At least according to grand plan using only two different types of engine.
After running a few of these scenarios, I'm a lot less convinced that there's only going to be one version of the BFS. We know (also from the AMA) that they're planning on changing the payload structure substantially for the tanker versions, and the long-haul crewed version will also obviously be substantially different from the cargo version. If they're going to fool with payload structure, why not fool with the engines as well?
Here's the other use case that isn't covered with the current engining for the BFS: landing fail-safe on the Moon. Suppose you want to do a powered descent with only 10 tonnes of payload and enough fuel to return to Earth:
Delta-v from lunar surface to TEI (plus 500 m/s for landing): 3360 m/s
Assume dry mass of 85 t and no payload on return flight, and you get a mass ratio of exp(3360/(9.8*375)) = 2.49, which means you need 127 t of propellant. That makes mass to the lunar surface 85t + 127t + 10t = 222t.

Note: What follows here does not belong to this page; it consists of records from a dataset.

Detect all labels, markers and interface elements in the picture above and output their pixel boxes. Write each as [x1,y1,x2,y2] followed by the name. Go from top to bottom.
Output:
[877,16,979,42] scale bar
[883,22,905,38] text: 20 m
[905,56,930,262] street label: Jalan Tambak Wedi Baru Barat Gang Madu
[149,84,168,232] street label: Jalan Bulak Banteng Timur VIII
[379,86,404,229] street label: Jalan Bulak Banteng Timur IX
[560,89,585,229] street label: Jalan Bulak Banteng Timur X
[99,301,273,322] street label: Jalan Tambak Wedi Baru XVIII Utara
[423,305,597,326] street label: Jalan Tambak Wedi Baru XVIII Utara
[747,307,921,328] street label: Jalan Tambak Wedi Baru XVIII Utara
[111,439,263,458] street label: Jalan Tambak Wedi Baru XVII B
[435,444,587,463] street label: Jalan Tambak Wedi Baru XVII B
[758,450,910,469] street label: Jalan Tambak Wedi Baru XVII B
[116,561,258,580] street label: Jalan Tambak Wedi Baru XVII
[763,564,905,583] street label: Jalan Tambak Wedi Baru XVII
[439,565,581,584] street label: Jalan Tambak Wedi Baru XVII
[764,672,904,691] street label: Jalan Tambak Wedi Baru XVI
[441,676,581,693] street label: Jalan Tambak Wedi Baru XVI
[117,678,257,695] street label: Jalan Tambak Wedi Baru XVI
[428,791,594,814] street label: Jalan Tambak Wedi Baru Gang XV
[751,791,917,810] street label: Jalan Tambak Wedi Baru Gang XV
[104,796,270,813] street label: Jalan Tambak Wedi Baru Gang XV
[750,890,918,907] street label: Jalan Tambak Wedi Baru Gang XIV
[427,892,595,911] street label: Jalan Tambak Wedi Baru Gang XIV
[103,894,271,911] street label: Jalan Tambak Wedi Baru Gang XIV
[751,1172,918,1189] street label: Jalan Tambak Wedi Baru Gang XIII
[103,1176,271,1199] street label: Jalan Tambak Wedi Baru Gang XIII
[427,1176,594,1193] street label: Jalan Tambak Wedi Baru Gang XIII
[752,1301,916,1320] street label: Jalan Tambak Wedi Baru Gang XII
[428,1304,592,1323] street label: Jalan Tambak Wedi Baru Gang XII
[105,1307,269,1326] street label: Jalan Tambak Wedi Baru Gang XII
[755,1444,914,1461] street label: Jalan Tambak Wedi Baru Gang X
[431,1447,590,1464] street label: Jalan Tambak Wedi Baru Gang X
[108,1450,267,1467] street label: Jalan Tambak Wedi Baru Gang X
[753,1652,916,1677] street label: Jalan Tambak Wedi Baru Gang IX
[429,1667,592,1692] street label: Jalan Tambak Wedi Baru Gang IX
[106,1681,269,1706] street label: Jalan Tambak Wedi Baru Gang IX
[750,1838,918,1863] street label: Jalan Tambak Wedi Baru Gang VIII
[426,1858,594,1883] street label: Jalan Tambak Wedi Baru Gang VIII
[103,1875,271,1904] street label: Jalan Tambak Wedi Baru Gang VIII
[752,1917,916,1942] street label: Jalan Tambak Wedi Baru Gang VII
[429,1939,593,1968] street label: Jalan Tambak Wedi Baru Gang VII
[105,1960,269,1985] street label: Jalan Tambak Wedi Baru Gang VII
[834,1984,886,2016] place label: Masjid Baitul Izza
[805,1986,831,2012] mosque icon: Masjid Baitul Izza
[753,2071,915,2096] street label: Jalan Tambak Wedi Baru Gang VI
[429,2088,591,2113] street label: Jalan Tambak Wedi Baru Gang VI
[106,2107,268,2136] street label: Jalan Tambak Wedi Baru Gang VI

For safe powered descent, you need to be able to hover, which means that thrust = lunar weight. Lunar weight = 222t * 1.62 m/s^2 = 360 kN. But a single SL Raptor running in vacuum is going to generate about 1830 kN (this is a bit of a SWAG, but it's definitely more than 1700 and less than 1900), so you can only land with a single engine throttled to 20%, which is right at the very bottom of the stated design range for the Raptor.
And you simply can't do it if you're adhering to the "two-engine fail-safe" criterion that Elon's been touting. To get to that, you have to have 444t of wet mass to the surface, which would be 232t of payload, which is more payload than you can launch to LEO.

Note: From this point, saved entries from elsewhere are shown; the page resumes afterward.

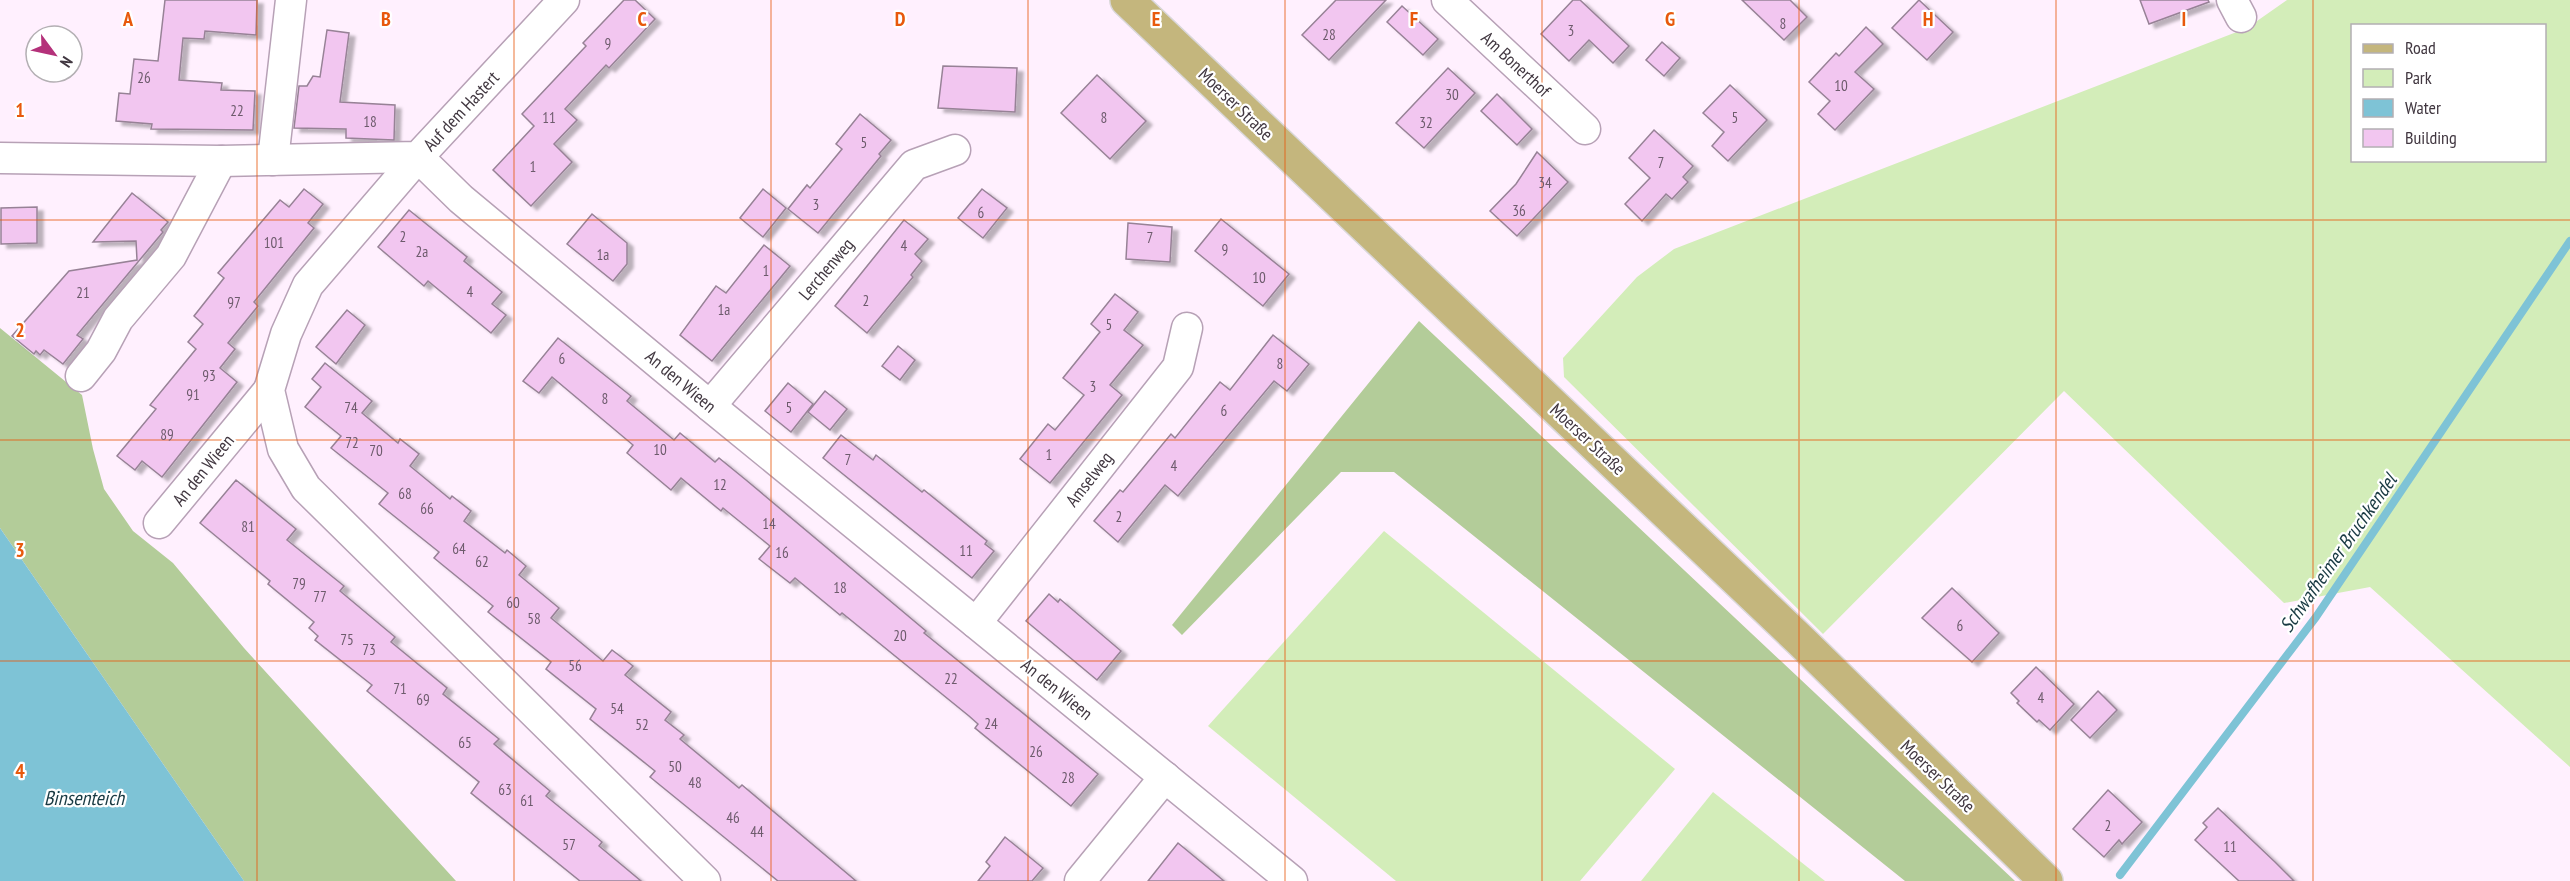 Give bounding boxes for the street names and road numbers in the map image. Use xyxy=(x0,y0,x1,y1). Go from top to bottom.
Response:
street label: Am Bonerthof xyxy=(1477,26,1556,103)
street label: Moerser Straße xyxy=(1194,63,1278,145)
street label: Auf dem Hastert xyxy=(418,66,504,156)
street label: Lerchenweg xyxy=(793,233,859,305)
street label: An den Wieen xyxy=(641,345,721,417)
street label: Moerser Straße xyxy=(1545,398,1631,480)
street label: An den Wieen xyxy=(167,430,239,510)
street label: Amselweg xyxy=(1060,447,1118,511)
street label: An den Wieen xyxy=(1017,653,1097,725)
street label: Moerser Straße xyxy=(1896,735,1980,817)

My guess is that, if they really want to go after all of these markets (Earth orbital, Earth point-to-point, Martian interplanetary, lunar), they're going to need at least three variants:
1) The current plan of record: 4 Raptor vac, 2 Raptor SL, and the 1 Raptor intermediate that Musk talked about in the reddit AMA. This'll handle Earth orbital (both up and down) and Martian.
2) A single-stage-to-suborbit version with Raptor intermediate engines for Earth point-to-point, to make something safe enough to pass common carrier regulatory standards. Per the analysis up above, this is right on the hairy edge of feasible, and may require some additional structural compromises.

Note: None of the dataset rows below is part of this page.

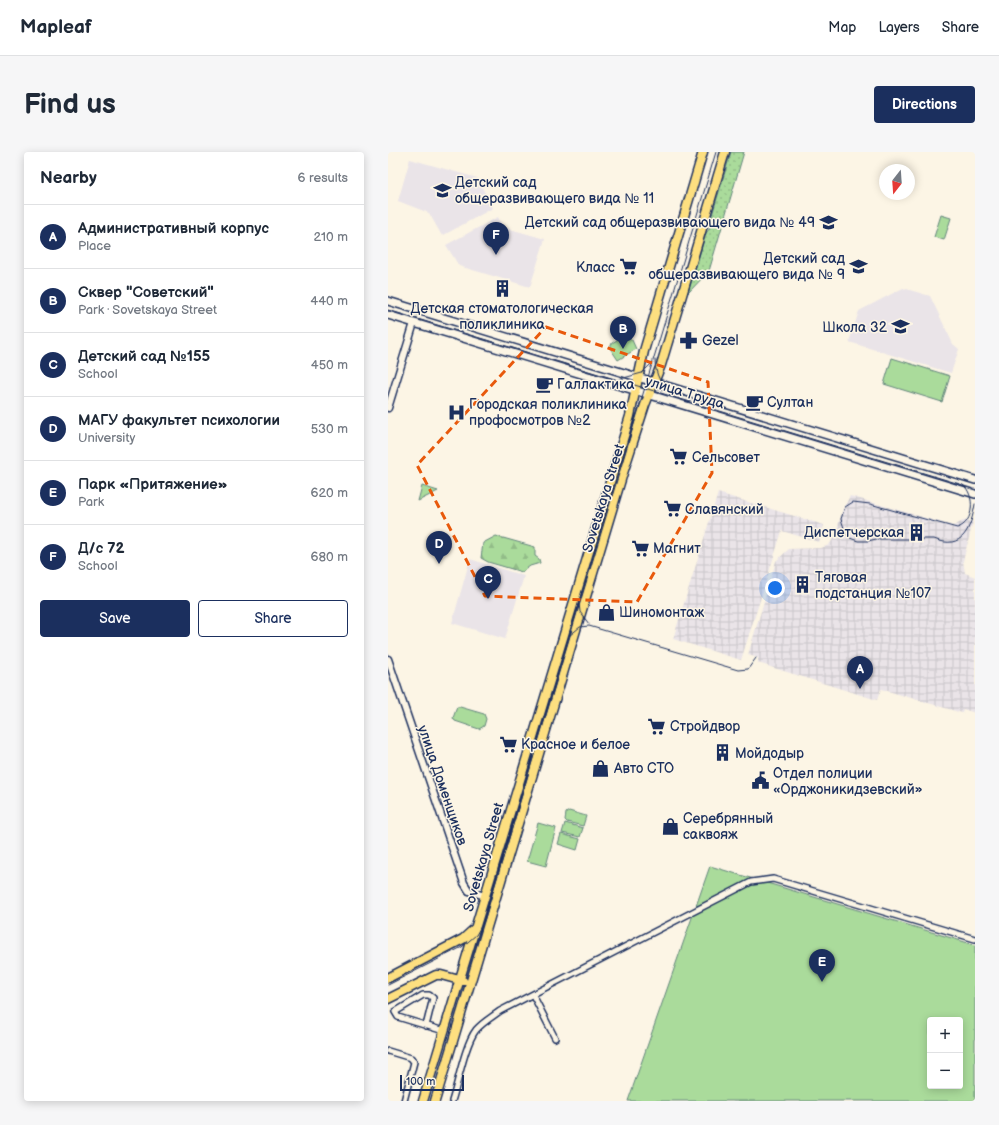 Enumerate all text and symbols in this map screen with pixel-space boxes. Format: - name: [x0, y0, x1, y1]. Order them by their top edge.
- text: Mapleaf: [20, 16, 92, 39]
- text: Map: [828, 19, 856, 36]
- text: Layers: [878, 19, 920, 36]
- text: Share: [942, 19, 979, 36]
- button: Directions: [874, 86, 975, 123]
- text: Find us: [24, 88, 116, 121]
- north arrow: [879, 164, 915, 200]
- text: Nearby: [40, 168, 97, 188]
- text: 6 results: [298, 170, 348, 186]
- place label: Детский сад общеразвивающего вида № 11: [455, 174, 654, 207]
- school or university icon: Детский сад общеразвивающего вида № 11: [432, 180, 452, 200]
- school or university icon: Детский сад общеразвивающего вида № 49: [818, 212, 838, 232]
- place label: Детский сад общеразвивающего вида № 49: [525, 214, 815, 231]
- text: Административный корпус: [78, 219, 269, 238]
- pin: F: [483, 222, 509, 255]
- text: A: [49, 229, 57, 245]
- text: 210 m: [314, 229, 348, 245]
- text: Place: [78, 238, 111, 254]
- place label: Детский сад общеразвивающего вида № 9: [649, 250, 845, 283]
- school or university icon: Детский сад общеразвивающего вида № 9: [848, 256, 868, 276]
- supermarket icon: Класс: [618, 257, 638, 277]
- place label: Класс: [576, 259, 615, 276]
- building icon: Детская стоматологическая поликлиника: [492, 278, 512, 298]
- text: Сквер "Советский": [78, 283, 214, 302]
- text: B: [48, 293, 58, 309]
- text: 440 m: [310, 293, 348, 309]
- place label: Детская стоматологическая поликлиника: [411, 300, 594, 333]
- text: Park · Sovetskaya Street: [78, 302, 217, 318]
- pin: B: [610, 316, 636, 349]
- school or university icon: Школа 32: [890, 317, 910, 337]
- place label: Школа 32: [822, 319, 888, 336]
- pharmacy icon: Gezel: [679, 330, 699, 350]
- place label: Gezel: [702, 332, 739, 349]
- text: Детский сад №155: [78, 347, 210, 366]
- text: C: [48, 357, 58, 373]
- text: 450 m: [311, 357, 348, 373]
- text: School: [78, 366, 118, 382]
- street label: улица Труда: [643, 372, 727, 413]
- cafe icon: Галлактика: [534, 374, 554, 394]
- place label: Галлактика: [557, 376, 635, 393]
- cafe icon: Султан: [744, 392, 764, 412]
- place label: Султан: [767, 394, 813, 411]
- place label: Городская поликлиника профосмотров №2: [469, 396, 627, 429]
- hospital icon: Городская поликлиника профосмотров №2: [446, 402, 466, 422]
- text: МАГУ факультет психологии: [78, 411, 280, 430]
- text: D: [48, 421, 58, 437]
- text: 530 m: [311, 421, 348, 437]
- text: University: [78, 430, 135, 446]
- street label: Sovetskaya Street: [579, 441, 628, 555]
- supermarket icon: Сельсовет: [669, 447, 689, 467]
- place label: Сельсовет: [692, 449, 760, 466]
- text: Парк «Притяжение»: [78, 475, 228, 494]
- text: E: [49, 485, 57, 501]
- text: 620 m: [310, 485, 348, 501]
- text: Park: [78, 494, 104, 510]
- supermarket icon: Славянский: [662, 499, 682, 519]
- place label: Славянский: [685, 501, 764, 518]
- building icon: Диспетчерская: [907, 522, 927, 542]
- place label: Диспетчерская: [804, 524, 904, 541]
- pin: D: [426, 531, 452, 564]
- supermarket icon: Магнит: [630, 538, 650, 558]
- text: Д/с 72: [78, 539, 125, 558]
- place label: Магнит: [653, 540, 701, 557]
- text: F: [49, 549, 57, 565]
- text: 680 m: [311, 549, 348, 565]
- text: School: [78, 558, 118, 574]
- pin: C: [475, 566, 501, 599]
- place label: Тяговая подстанция №107: [815, 569, 931, 602]
- building icon: Тяговая подстанция №107: [792, 575, 812, 595]
- your location: [765, 578, 785, 598]
- button: Save: [40, 600, 190, 637]
- button: Share: [198, 600, 348, 637]
- shop icon: Шиномонтаж: [596, 602, 616, 622]
- place label: Шиномонтаж: [619, 604, 705, 621]
- pin: A: [847, 656, 873, 689]
- supermarket icon: Стройдвор: [647, 716, 667, 736]
- place label: Стройдвор: [670, 718, 740, 735]
- street label: улица Доменщиков: [414, 723, 471, 848]
- supermarket icon: Красное и белое: [498, 734, 518, 754]
- place label: Красное и белое: [521, 736, 630, 753]
- building icon: Мойдодыр: [712, 743, 732, 763]
- place label: Мойдодыр: [735, 745, 804, 762]
- shop icon: Авто СТО: [591, 758, 611, 778]
- place label: Авто СТО: [613, 760, 674, 777]
- place label: Отдел полиции «Орджоникидзевский»: [773, 765, 923, 798]
- public building icon: Отдел полиции «Орджоникидзевский»: [750, 771, 770, 791]
- street label: Sovetskaya Street: [460, 800, 507, 914]
- place label: Серебрянный саквояж: [683, 810, 773, 843]
- shop icon: Серебрянный саквояж: [660, 816, 680, 836]
- pin: E: [809, 949, 835, 982]
- map controls: [927, 1017, 963, 1089]
- button: +: [927, 1017, 963, 1053]
- button: −: [927, 1053, 963, 1089]
- scale bar: [400, 1073, 464, 1092]
- text: 100 m: [406, 1075, 435, 1088]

3) A lunar version, similar to #1, but with the three center engines replaced by a sub-scale Raptor that only generates about 800 kN of max thrust. That'll let it land light payloads on the Moon but still also handle a small amount of lunar down-mass (a crew, for instance) to land fail-safe on Earth.
If they can figure out how to do the SSTSO on only seven intermediate engines, they could use a single common thrust structure and just mix-and-match engines. Again, that needs a lot of analysis to figure if it's possible, but this whole idea of launching passengers on a regular basis with a booster that contains 31 fate-shared rocket engines and no launch escape is just silly. It's bad enough with only seven engines, but that's at least on the outer edge of sane.